Dennis Crapo of Diamond Rock Construction Inc. is seeking a zoning change from single family residential to corridor mixed-use for a 5-acre parcel that’s located adjacent to the Forest Meadows subdivision.
The zoning change – which would allow for light manufacturing, office buildings and multifamily development – drew criticism from several nearby residents. Crapo indicated plans on a traffic study to develop a project with more than 60 apartments and a 15,000-square-foot retail use building.
“We would not ever assume apartments would be built back there,” Galen Pavliska, a resident, told The Spokesman-Review in March. “We don’t think anything should be built out there. Not even a single family home. We like it here. It’s beautiful. Deer go down there.”
Corridor mixed-use is typically intended for major transportation corridors such as Sprague Avenue and major north-south arterials. Most commercial development in the area along Dishman-Mica Road occurred north of the Union Pacific tracks running parallel to the proposed development.
When Crapo initially purchased the land and subdivided it into six lots, he also raised the land elevation out of the floodplain. He built homes, sold them to residents and used the 5-acre parcel for stormwater drainage.
Residents raised concerns about flooding because the parcel is located 200 feet south of Chester Creek in a 100-year floodplain. They said Crapo told them there wouldn’t be additional development in the nearby lot because it’s in the floodplain.

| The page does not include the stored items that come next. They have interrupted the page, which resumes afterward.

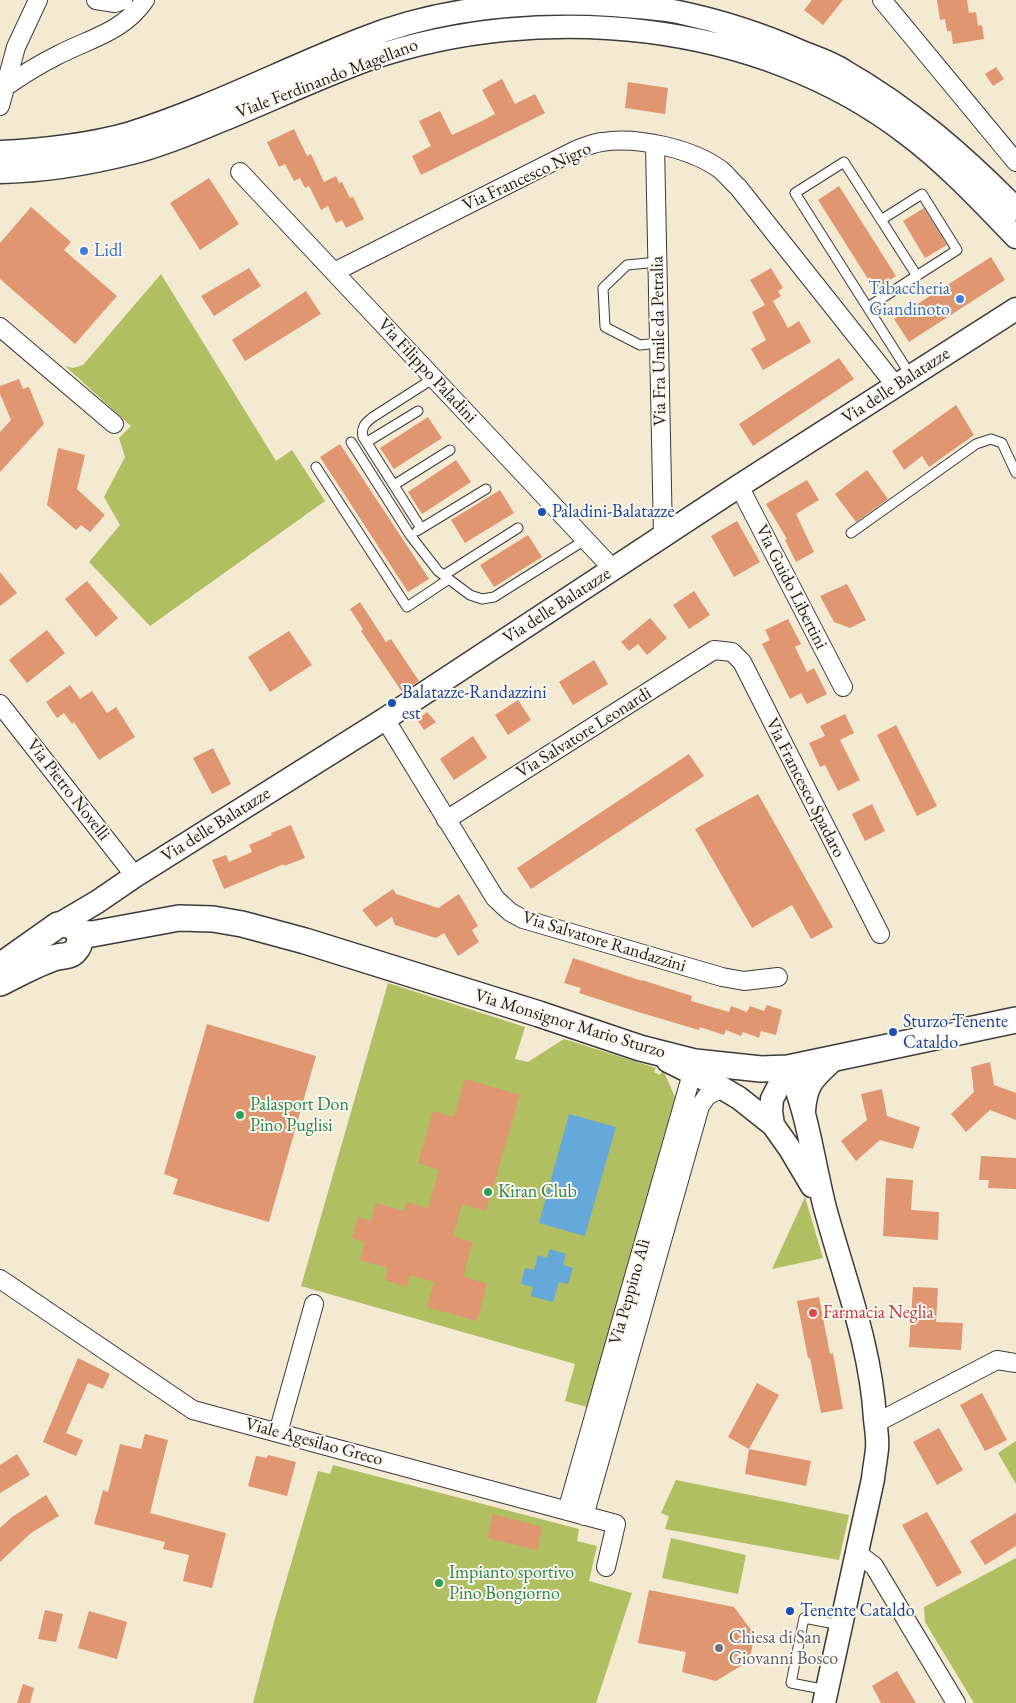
<!DOCTYPE html>
<meta charset="utf-8">
<style>
body{margin:0}
canvas{display:block;background:#f4e9d1}
</style>
<canvas width="1016" height="1703"></canvas>
<script>
const g = document.querySelector('canvas').getContext('2d');
g.lineJoin = 'round';
function fillPath(path, color) {
  g.fillStyle = color;
  g.fill(path, 'evenodd');
}
function stroke(path, color, width, dash) {
  g.strokeStyle = color;
  g.lineWidth = width;
  g.lineCap = dash ? 'butt' : 'round';
  g.setLineDash(dash || []);
  g.stroke(path);
}
function write(font, color, halo, rows, align = 'center') {
  g.font = font + ' "EB Garamond",serif';
  g.lineWidth = 4;
  g.setLineDash([]);
  g.textBaseline = 'middle';
  g.strokeStyle = halo;
  g.fillStyle = color;
  for (const [text, x, y, turn = 0] of rows) {
    g.save();
    g.translate(x, y);
    g.rotate((+turn || 0) * Math.PI / 180);
    g.textAlign = isNaN(turn) ? turn : align;
    if (halo) g.strokeText(text, 0, 0);
    g.fillText(text, 0, 0);
    g.restore();
  }
}
const green = new Path2D(`
 M161,274l115,187 16,-11 33,51 -175,125 -61,-64 31,-37 -16,-28 21,-40 -6,-19 12,-12 -66,-60 8,2 10,-3z
 M388,983l137,44 -10,32 13,3 36,-23 92,29 -2,4 6,3 3,-5 12,27 -88,310 -22,-6 10,-37 -274,-78z
 M805,1197l18,61 -51,11z
 M1016,1441v43l-18,-31z
 M333,1465l246,64 -2,12 20,5 -8,35 43,12 -36,110h-343l21,-81 44,-151 12,3z
 M676,1480l173,35 -10,45 -174,-31 4,-13 -8,-3z
 M671,1538l75,17 -8,39 -76,-16z
 M1016,1558v145h-42l-49,-81 -1,-15z`);
const water = new Path2D(`
 M569,1114l47,13 -31,109 -46,-13z
 M550,1249l16,5 -3,11 10,3 -5,16 -9,-2 -6,20 -22,-6 2,-9 -12,-3 4,-16 9,2 4,-15 9,3z`);
const building = new Path2D(`
 M812,0h31l-20,25 -19,-15z
 M937,0h30l2,13 7,-1 2,14 4,-1 2,14 -31,5 -2,-13h-4l-2,-12 -5,1z
 M996,67l8,12 -11,7 -8,-12z
 M502,79l13,25 20,-10 10,19 -124,62 -9,-19 19,-10 -12,-25 21,-10 12,24 28,-13 15,-8 -13,-24z
 M628,82l40,6 -3,26 -40,-6z
 M294,129l13,27 4,-2 13,28 12,-6 3,7 3,-1 8,16 3,-1 11,22 -18,9 -4,-8 -6,3 -8,-17 -7,4 -12,-24 -4,2 -5,-10 -6,3 -9,-17 -6,3 -12,-25z
 M209,178l30,46 -39,26 -30,-47z
 M839,186l57,90 -21,14 -57,-90z
 M31,207l40,35 -7,8 53,46 -42,48 -75,-65v-36z
 M924,208l23,37 -22,13 -22,-37z
 M991,257l14,23 -96,62 -15,-23z
 M249,268l12,18 -47,30 -13,-20z
 M771,268l12,20 -5,3 3,5 -8,5 15,27 11,-7 12,21 -48,28 -12,-21 15,-9 -14,-28 13,-7 -15,-25z
 M306,291l15,23 -76,47 -13,-21z
 M839,358l15,21 -101,67 -14,-22z
 M19,379l4,10 6,-2 15,37 -44,48v-40l11,-12 -11,-26v-8z
 M956,405l18,30 -45,32 -7,-11 -18,14 -12,-19z
 M428,417l14,21 -48,31 -14,-21z
 M340,444l89,135 -21,13 -88,-135z
 M58,448l27,7 -8,34 28,26 -15,17 -9,-7 -5,5 -29,-25z
 M456,460l15,22 -49,32 -14,-22z
 M867,470l21,29 -32,23 -21,-28z
 M807,480l12,20 -23,14 18,38 -18,10 -11,-22 2,-1 -21,-35z
 M500,490l14,23 -49,30 -14,-23z
 M737,521l23,41 -26,15 -23,-41z
 M528,535l14,22 -48,30 -14,-22z
 M0,572l17,21 -17,13z
 M87,581l31,37 -22,19 -31,-38z
 M847,584l19,36 -16,8 -16,-6 -14,-26z
 M694,591l16,24 -21,14 -16,-24z
 M360,602l26,40 5,-3 28,42 -17,11 -41,-61 2,-2 -13,-20z
 M650,618l17,20 -20,17 -9,-11 -9,7 -8,-9z
 M788,619l13,25 -6,3 12,25 7,-4 13,26 -20,10 -6,-11 -11,6 -28,-55 8,-4 -5,-10z
 M47,630l18,23 -38,30 -18,-23z
 M289,631l23,34 -42,27 -22,-35z
 M594,660l14,24 -35,21 -14,-23z
 M70,685l10,14 12,-8 15,22 9,-6 19,30 -36,23 -25,-38 -2,2 -8,-11 -7,5 -11,-16z
 M518,700l13,20 -23,15 -13,-20z
 M427,712l9,10 -12,8 -7,-10z
 M845,714l9,19 -14,7 20,40 -22,11 -13,-26 -5,2 -11,-24 16,-7 -5,-10z
 M896,725l41,81 -20,10 -40,-81z
 M473,736l14,22 -33,22 -14,-21z
 M213,748l18,36 -19,10 -19,-36z
 M689,754l15,22 -173,113 -14,-21z
 M758,794l75,133 -22,12 -19,-34 -40,23 -57,-99z
 M872,804l13,27 -20,10 -13,-27z
 M291,825l14,33 -21,8v-2l-60,25 -12,-29 14,-5 3,7 23,-10 -3,-7 23,-10 -1,-2z
 M393,889l3,5 42,14 21,-14 19,32 -6,4 7,12 -21,14 -14,-23 -8,5 -41,-13 -3,-8 -16,10 -14,-17z
 M573,958l69,23v-1l50,16 -1,5 38,11 2,-6 16,6 3,-6 14,5 3,-6 15,5 -6,25 -15,-4 -2,7 -16,-6 -2,4 -15,-6 -2,5 -24,-8 -1,3 -61,-18 -59,-19 2,-5 -17,-5z
 M207,1024l109,32 -47,166 -96,-28 5,-15 -14,-5z
 M990,1062l4,23 22,8v27l-26,-10 -24,22 -15,-18 23,-22 -3,-25z
 M465,1079l55,16 -34,116 -24,-7 -9,32 20,6 -10,34 24,8 -10,37 -50,-14 7,-25 -24,-7 -3,12 -22,-7 3,-12 -28,-8 5,-18 -13,-4 6,-21 13,4 5,-18 28,8 3,-9 21,6 11,-38 -21,-7 15,-52 21,6z
 M882,1089l5,27 33,11 -7,22 -33,-9 -24,21 -15,-20 26,-21 -6,-26z
 M981,1156l35,2v31l-28,-1 1,-8h-10z
 M886,1178l27,2 -2,30 28,2 -1,28 -55,-4z
 M913,1287l25,1 -2,34 27,1 -2,27 -52,-3z
 M819,1297l11,57 3,-1 10,56 -22,4 -11,-55h-2l-11,-57z
 M78,1358l32,16 -7,15 -15,-6 -22,50 17,7 -7,16 -33,-14z
 M757,1383l22,12 -30,54 -21,-12z
 M982,1393l25,47 -22,11 -25,-46z
 M939,1428l24,42 -26,15 -24,-43z
 M145,1434l23,6 -18,73 76,20 -14,55 -29,-7 6,-26 -26,-6 2,-7 -71,-18 9,-34 5,2 12,-48 21,5z
 M749,1449l62,12 -5,25 -61,-12z
 M17,1454l13,21 -30,18v-28z
 M268,1455l28,7 -9,34 -39,-10 8,-30 11,2z
 M46,1495l13,21 -28,17 -31,29v-34l12,-11z
 M927,1512l35,61 -25,14 -35,-62z
 M1016,1513v33l-31,19 -15,-24z
 M493,1514l49,13 -5,23 -50,-12z
 M649,1590l85,17 21,28 -6,26 -33,20 -34,-9 4,-20 -48,-9z
 M45,1610l18,4 -7,28 -18,-3z
 M89,1611l38,11 -10,37 -39,-11z
 M897,1671l19,32h-35l-9,-17z
 M23,1684l11,4 -4,15h-13z`);
const service = new Path2D(`
 M658,262l-31,3 -24,23 2,39 35,18 19,-2
 M868,307l89,-57 -35,-56 -41,26
 M911,376l-116,-183 49,-31 73,114
 M351,442l59,93 28,36 32,24 12,4 12,-2 91,-57
 M367,442l51,-31
 M316,467l91,140 42,-28
 M394,485l56,-35
 M421,528l-58,-91c-2,-10 2,-14 10,-20l61,-39
 M417,531l69,-42
 M851,533l125,-89 15,-5 11,4 14,30
 M444,575l74,-47
 M827,1690l-36,-7 13,-65 36,7`);
const minor = new Path2D(`
 M96,0l19,3 8,-3
 M882,0l134,162
 M5,87c17,-12 35,-23 53,-32 33,-17 65,-23 87,-55
 M0,106l16,-59 22,-47
 M655,145l8,391
 M240,172l373,397
 M334,272l242,-122c8,-3 17,-7 26,-8 35,-6 91,7 119,28 6,5 11,12 17,17l158,199
 M0,327l114,97
 M739,486l104,201
 M0,704l135,172
 M385,719l110,179 15,14 13,7 199,58 22,4 34,-4
 M446,820l268,-170 18,2 10,10 138,272
 M0,1279l193,131 423,114 -10,43
 M876,1423l121,-63 19,3
 M278,1433l36,-129
 M567,1511l128,-448
 M584,1516l116,-410 7,-10 15,-8
 M857,1553l17,13 82,137`);
const tertiary = new Path2D(`
 M0,152c39,-1 93,-8 131,-19 79,-25 154,-64 231,-94 79,-32 165,-39 250,-34 22,2 44,3 66,7 43,9 86,23 126,41 13,5 28,10 40,18 65,37 120,85 172,138
 M0,172c45,-1 88,-8 131,-19 33,-8 64,-22 94,-34 48,-20 95,-42 144,-60 173,-59 390,-39 538,75 40,30 74,67 109,103
 M58,925l39,-23 38,-26 250,-157 354,-233 277,-177
 M668,1061l54,27 17,10 34,27
 M788,1068c20,44 25,93 37,140 19,70 46,138 50,211 1,10 3,20 2,30 -1,10 -3,20 -4,30l-49,224
 M788,1068l-16,31 -1,12 2,14 17,24 22,37
 M804,1111c2,-29 11,-34 31,-53`);
const secondary = new Path2D(`
 M78,933l14,1 87,-16 34,1 29,5 63,17 234,73 101,34 55,14 66,7 27,-1 228,-48
 M0,966l58,-41c5,-1 10,-1 15,2 8,5 9,17 2,24 -4,5 -12,5 -18,6 -20,6 -38,17 -57,26`);
const markers = [
 [84,251,5,"#3f7fe0"],
 [960,299,5,"#3f7fe0"],
 [542,512,5,"#1a4fb4"],
 [392,703,5,"#1a4fb4"],
 [893,1032,5,"#1a4fb4"],
 [240,1115,5,"#2e9e5b"],
 [488,1192,5,"#2e9e5b"],
 [813,1313,5,"#e0444e"],
 [439,1583,5,"#2e9e5b"],
 [790,1611,5,"#1a4fb4"],
 [719,1648,5,"#6b7280"]
];
const streetNames = [
 ["Viale Ferdinando Magellano",327,79,-21],
 ["Via Francesco Nigro",527,177,-25],
 ["Via Fra Umile da Petralia",659,341,-91],
 ["Via Filippo Paladini",427,371,47],
 ["Via delle Balatazze",896,386,-33],
 ["Via Guido Libertini",791,587,63],
 ["Via delle Balatazze",557,606,-33],
 ["Via Salvatore Leonardi",584,733,-32],
 ["Via Francesco Spadaro",805,788,63],
 ["Via Pietro Novelli",68,790,52],
 ["Via delle Balatazze",216,825,-32],
 ["Via Salvatore Randazzini",604,942,17],
 ["Via Monsignor Mario Sturzo",570,1024,17],
 ["Via Peppino Alì",630,1292,-74],
 ["Viale Agesilao Greco",314,1442,15]
];
const shopNames = [
 ["Lidl",94,251],
 ["Tabaccheria",950,289,"right"],
 ["Giandinoto",950,310,"right"]
];
const transitNames = [
 ["Paladini-Balatazze",552,512],
 ["Balatazze-Randazzini",402,693],
 ["est",402,714],
 ["Sturzo-Tenente",903,1022],
 ["Cataldo",903,1043],
 ["Tenente Cataldo",800,1611]
];
const leisureNames = [
 ["Palasport Don",250,1105],
 ["Pino Puglisi",250,1126],
 ["Kiran Club",498,1192],
 ["Impianto sportivo",449,1573],
 ["Pino Bongiorno",449,1594]
];
const healthNames = [
 ["Farmacia Neglia",823,1313]
];
const worshipNames = [
 ["Chiesa di San",729,1638],
 ["Giovanni Bosco",729,1659]
];
fillPath(green, '#afbf62');
fillPath(water, '#65a8da');
fillPath(building, '#df9671');
stroke(service, '#3c3b37', 11);
stroke(minor, '#3c3b37', 20);
stroke(tertiary, '#3c3b37', 25);
stroke(secondary, '#3c3b37', 28);
stroke(service, '#fff', 9);
stroke(minor, '#fff', 18);
stroke(tertiary, '#fff', 22);
stroke(secondary, '#fff', 25);
for (const [x, y, r, color] of markers) {
  const dot = new Path2D();
  dot.arc(x, y, r, 0, 2 * Math.PI);
  g.fillStyle = color;
  g.fill(dot);
  stroke(dot, '#fbf7ec', 2);
}
write('18px', '#1c1c1c', '#fbf7ec', streetNames);
write('18px', '#366cbe', '#fbf7ec', shopNames, 'left');
write('18px', '#164399', '#fbf7ec', transitNames, 'left');
write('18px', '#27864d', '#fbf7ec', leisureNames, 'left');
write('18px', '#be3a42', '#fbf7ec', healthNames, 'left');
write('18px', '#5b616d', '#fbf7ec', worshipNames, 'left');
</script>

Residents appealed an environmental review in March for the proposed development. Among their concerns were an increase in traffic, drop in property values and potential overcrowding in nearby schools.
Spokane Valley’s hearing examiner ruled in favor of Crapo, but because the proposal is a comprehensive plan amendment, it was sent back to the planning commission for final consideration.

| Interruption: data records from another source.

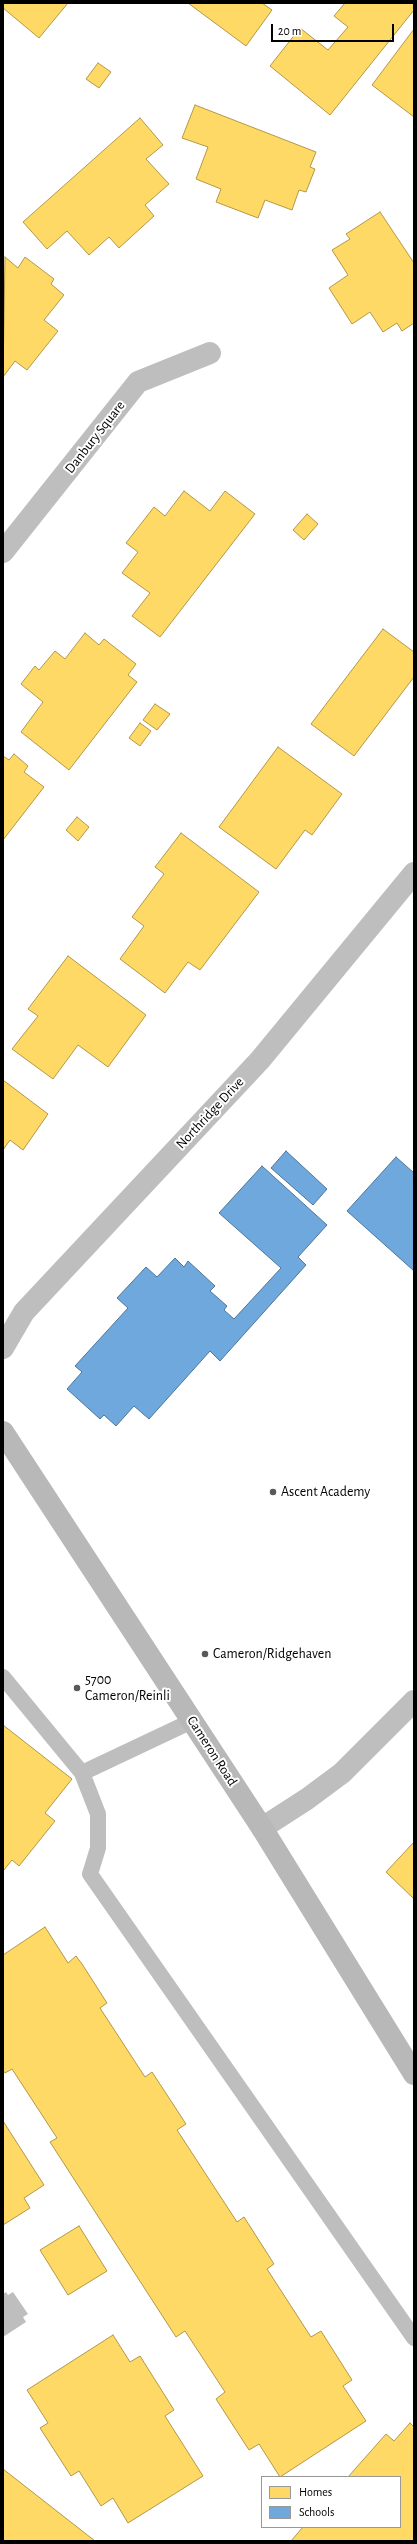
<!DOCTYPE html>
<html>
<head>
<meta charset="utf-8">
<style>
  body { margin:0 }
  #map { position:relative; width:417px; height:2544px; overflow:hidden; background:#fff; font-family:"Alegreya Sans",sans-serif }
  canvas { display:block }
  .frame { position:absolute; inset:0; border:4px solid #000; pointer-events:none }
  .legend { position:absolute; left:261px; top:2476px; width:140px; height:52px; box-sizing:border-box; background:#fff; border:1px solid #999; margin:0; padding:5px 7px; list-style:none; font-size:12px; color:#000 }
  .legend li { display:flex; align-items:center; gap:8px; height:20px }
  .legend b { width:20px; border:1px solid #999 }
  .scale { position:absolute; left:271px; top:24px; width:123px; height:18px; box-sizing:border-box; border:2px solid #000; border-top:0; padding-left:5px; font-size:12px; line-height:14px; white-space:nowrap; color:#000; -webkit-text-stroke:3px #fff; paint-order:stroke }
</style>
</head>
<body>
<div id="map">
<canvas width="417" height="2544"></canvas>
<div class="frame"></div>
<ul class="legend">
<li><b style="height:11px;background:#ffd966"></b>Homes</li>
<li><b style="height:11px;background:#6fa8dc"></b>Schools</li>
</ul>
<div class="scale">20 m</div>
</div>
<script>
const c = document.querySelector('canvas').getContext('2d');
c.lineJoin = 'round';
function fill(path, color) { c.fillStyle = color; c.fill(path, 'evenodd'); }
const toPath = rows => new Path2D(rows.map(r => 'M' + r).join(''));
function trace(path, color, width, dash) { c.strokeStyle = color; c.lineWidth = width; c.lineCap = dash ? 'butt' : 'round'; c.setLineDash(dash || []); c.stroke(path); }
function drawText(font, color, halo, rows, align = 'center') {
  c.font = font + ' "Alegreya Sans",sans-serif'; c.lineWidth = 4; c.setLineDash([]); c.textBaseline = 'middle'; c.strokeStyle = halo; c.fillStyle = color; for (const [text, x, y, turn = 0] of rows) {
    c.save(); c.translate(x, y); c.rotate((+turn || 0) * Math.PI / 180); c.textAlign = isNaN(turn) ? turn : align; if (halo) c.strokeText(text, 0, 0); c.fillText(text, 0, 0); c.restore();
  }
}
fill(toPath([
  [6,2292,8,2295,13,2292,28,2314,23,2317,26,2322,3,2337,3,2294]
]), '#bebebe');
const homes = toPath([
  [3,3,68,3,39,38,3,8,3,3],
  [188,3,262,3,272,10,246,46,188,3],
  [345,3,414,3,414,10,330,115,270,66,300,28,328,50,348,27,334,16,345,3],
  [414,29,414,117,372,85,414,29],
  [98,63,111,72,99,88,86,79,98,63],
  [195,105,316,152,310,167,315,169,306,192,299,190,292,210,265,200,258,218,216,202,221,189,196,179,208,147,182,138,195,105],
  [140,118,163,145,146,159,169,184,145,205,154,216,119,248,109,237,89,255,67,231,47,249,23,222,140,118],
  [380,212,414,263,414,323,402,331,397,323,383,332,370,312,352,324,329,288,348,275,332,250,350,239,346,234,380,212],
  [5,257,18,268,25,257,54,279,51,284,64,295,44,320,58,331,27,370,15,361,3,377,5,257],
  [184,491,210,511,225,491,255,514,160,637,132,616,150,593,122,573,138,552,126,543,154,507,165,516,184,491],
  [307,514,318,524,304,540,293,530,307,514],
  [383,629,414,652,414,677,354,756,311,724,383,629],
  [85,633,99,645,104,639,136,664,128,675,137,682,69,770,21,732,43,702,21,684,35,666,39,670,55,651,65,659,85,633],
  [155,704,170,714,157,730,143,720,155,704],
  [140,723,151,731,140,746,129,738,140,723],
  [278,747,342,794,312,835,305,830,276,869,219,827,278,747],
  [14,754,28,766,24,772,44,787,3,840,3,756,9,760,14,754],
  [77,817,89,827,78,841,66,830,77,817],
  [181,833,259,892,200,970,188,962,165,993,120,959,144,926,132,917,164,874,155,867,181,833],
  [68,956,146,1015,108,1067,78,1045,53,1079,12,1049,38,1016,28,1009,68,956],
  [3,1080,48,1114,23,1150,10,1140,3,1150,3,1080],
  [3,1725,72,1779,45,1813,55,1821,19,1866,12,1860,3,1871,3,1725],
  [414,1842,414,1899,386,1872,414,1842],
  [45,1927,68,1963,76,1956,82,1964,107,2003,100,2008,145,2077,152,2072,186,2124,177,2130,237,2222,244,2217,274,2264,267,2269,311,2337,321,2331,352,2380,343,2386,366,2421,280,2477,259,2444,249,2450,216,2399,225,2392,185,2331,176,2337,50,2142,57,2138,12,2069,5,2073,3,2070,3,1955,45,1927],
  [3,2121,44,2185,24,2198,30,2208,3,2225,3,2121],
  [79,2226,107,2271,68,2295,40,2250,79,2226],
  [113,2335,130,2362,140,2356,174,2410,165,2416,203,2476,128,2523,113,2498,101,2506,79,2471,71,2476,40,2428,48,2423,27,2390,113,2335],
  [410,2423,414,2427,414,2541,291,2541,303,2527,400,2527,400,2477,348,2477,386,2434,394,2441,410,2423],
  [3,2469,95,2541,3,2541,3,2469]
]);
fill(homes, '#ffd966');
trace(homes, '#b29847', 1);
const schools = toPath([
  [286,1151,327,1189,313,1205,271,1168,286,1151],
  [396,1157,414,1173,414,1271,347,1211,396,1157],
  [262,1166,327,1225,298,1257,306,1265,220,1361,210,1351,149,1419,134,1406,116,1426,104,1415,100,1419,67,1389,82,1372,75,1366,128,1308,117,1298,146,1267,157,1277,175,1258,184,1267,188,1261,215,1286,210,1291,227,1306,224,1310,234,1319,281,1268,219,1213,262,1166]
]);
fill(schools, '#6fa8dc');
trace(schools, '#4e769a', 1);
trace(toPath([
  [3,1677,82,1773,98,1814,98,1848,90,1874,414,2338],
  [82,1773,192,1721]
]), '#bebebe', 16);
trace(toPath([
  [3,552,138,382,210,353],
  [3,1348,24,1312,260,1060,414,873],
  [262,1828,307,1799,342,1773,414,1701]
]), '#bebebe', 22);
trace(toPath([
  [3,1432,262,1828,414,2074]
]), '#b8b8b8', 22);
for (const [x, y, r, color] of [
  [273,1492,4,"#595959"],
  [205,1654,4,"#595959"],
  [77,1688,4,"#595959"]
]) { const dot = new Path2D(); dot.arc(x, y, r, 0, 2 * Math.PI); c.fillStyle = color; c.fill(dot); trace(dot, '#fff', 1.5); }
drawText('14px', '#000', '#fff', [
  ["Danbury Square",95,437,-52],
  ["Northridge Drive",210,1113,-47],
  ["Cameron Road",212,1751,57]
]);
drawText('14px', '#000', '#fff', [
  ["Ascent Academy",281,1492],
  ["Cameron/Ridgehaven",213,1654],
  ["5700",85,1680],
  ["Cameron/Reinli",85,1696]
], 'left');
</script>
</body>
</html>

“We did lose, but I think we sent a very clear message that we aren’t going to take this sort of stuff laying down,” said neighbor Al Merkel, who assisted residents with appealing the project’s environmental review.
The planning commission voted 6 to 1 to deny the zoning change because it would not be compatible with the low-density single family residential neighborhood.
City officials at a council meeting Tuesday agreed to move forward with the planning commission’s recommendation that the proposal isn’t consistent with Spokane Valley’s comprehensive plan.
Merkel said the planning commission exhibited a willingness to listen to residents’ concerns.
“I feel sorry that so much time and capital was spent on developing land that was a no-go,” Merkel said. “That’s a waste on the entire community. If we had more obvious regulations in place that the developer could have seen from the front end, our money wouldn’t have been wasted. I still chalk it up to a win for the neighborhood.”
Merkel said as more residents are taking notice of development in their neighborhoods, he hopes they will also participate in the city’s process for comprehensive plan amendments.
“The community is watching our leaders and what they are doing,” he said. “They are clearly unified in seeing we have sensible development.”
City Council will vote on the comprehensive plan amendment at a July 31 meeting.